**WHAT TO PRODUCE:**
Every line of the listing below is to be repeated exactly; the pictures stay out.

**GIVEN DATA:**
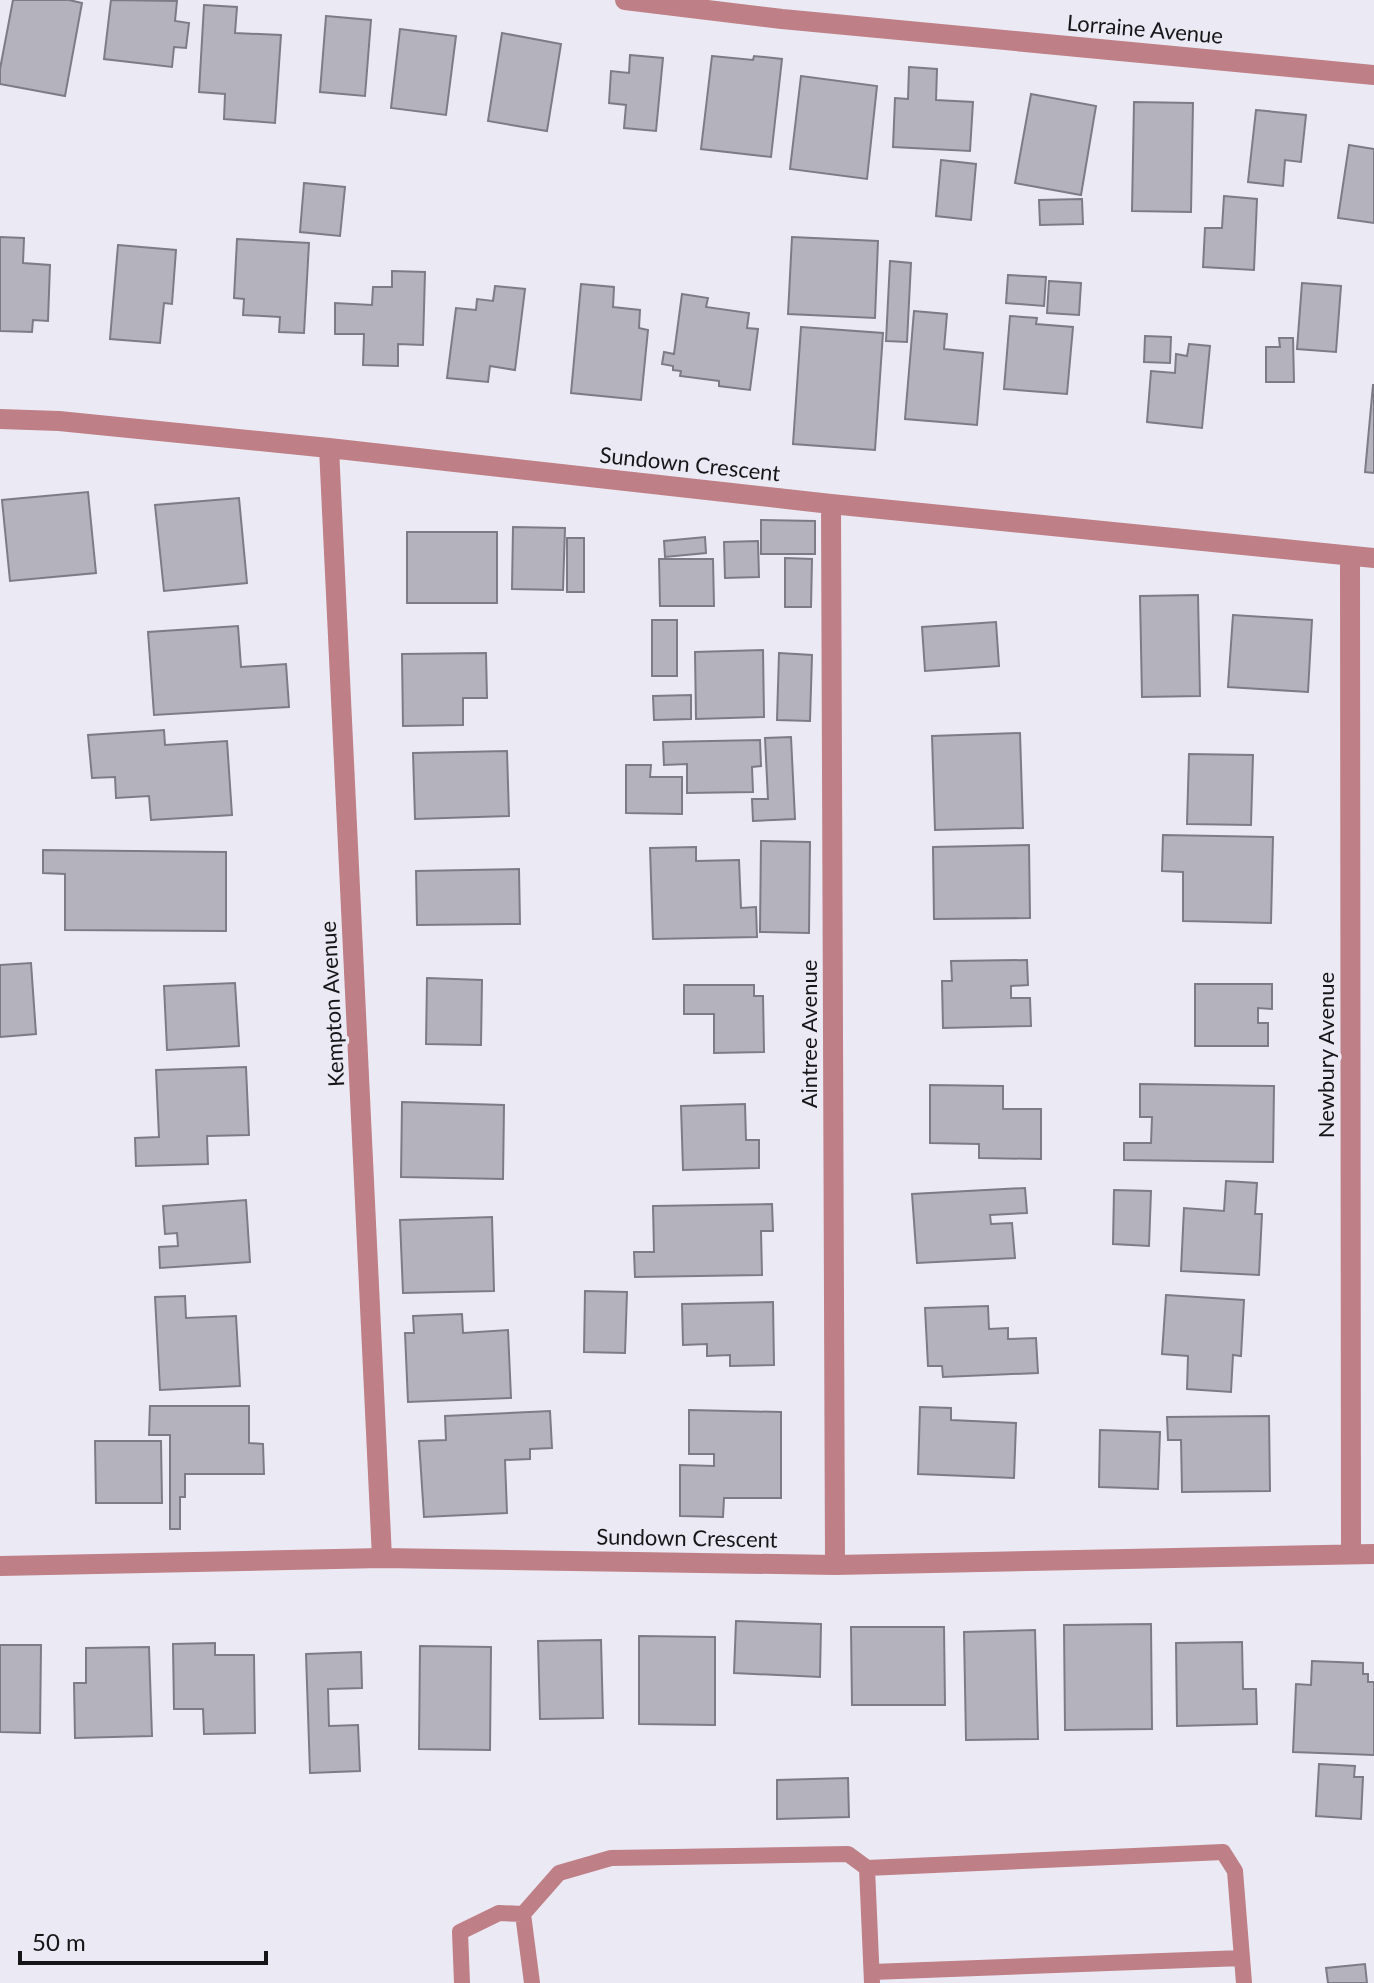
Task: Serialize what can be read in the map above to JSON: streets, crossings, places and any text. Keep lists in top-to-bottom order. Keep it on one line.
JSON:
{"streets":{"street":["Lorraine Avenue","Sundown Crescent","Kempton Avenue","Aintree Avenue","Newbury Avenue"]},"crossings":[["Sundown Crescent","Kempton Avenue"],["Sundown Crescent","Aintree Avenue"],["Sundown Crescent","Newbury Avenue"]],"scale_bar":"50 m"}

**OUTPUT OF THE TASK:**
Task: Serialize what can be read in the map above to JSON: streets, crossings, places and any text. Keep lists in top-to-bottom order. Keep it on one line.
JSON:
{"streets":{"street":["Lorraine Avenue","Sundown Crescent","Kempton Avenue","Aintree Avenue","Newbury Avenue"]},"crossings":[["Sundown Crescent","Kempton Avenue"],["Sundown Crescent","Aintree Avenue"],["Sundown Crescent","Newbury Avenue"]],"scale_bar":"50 m"}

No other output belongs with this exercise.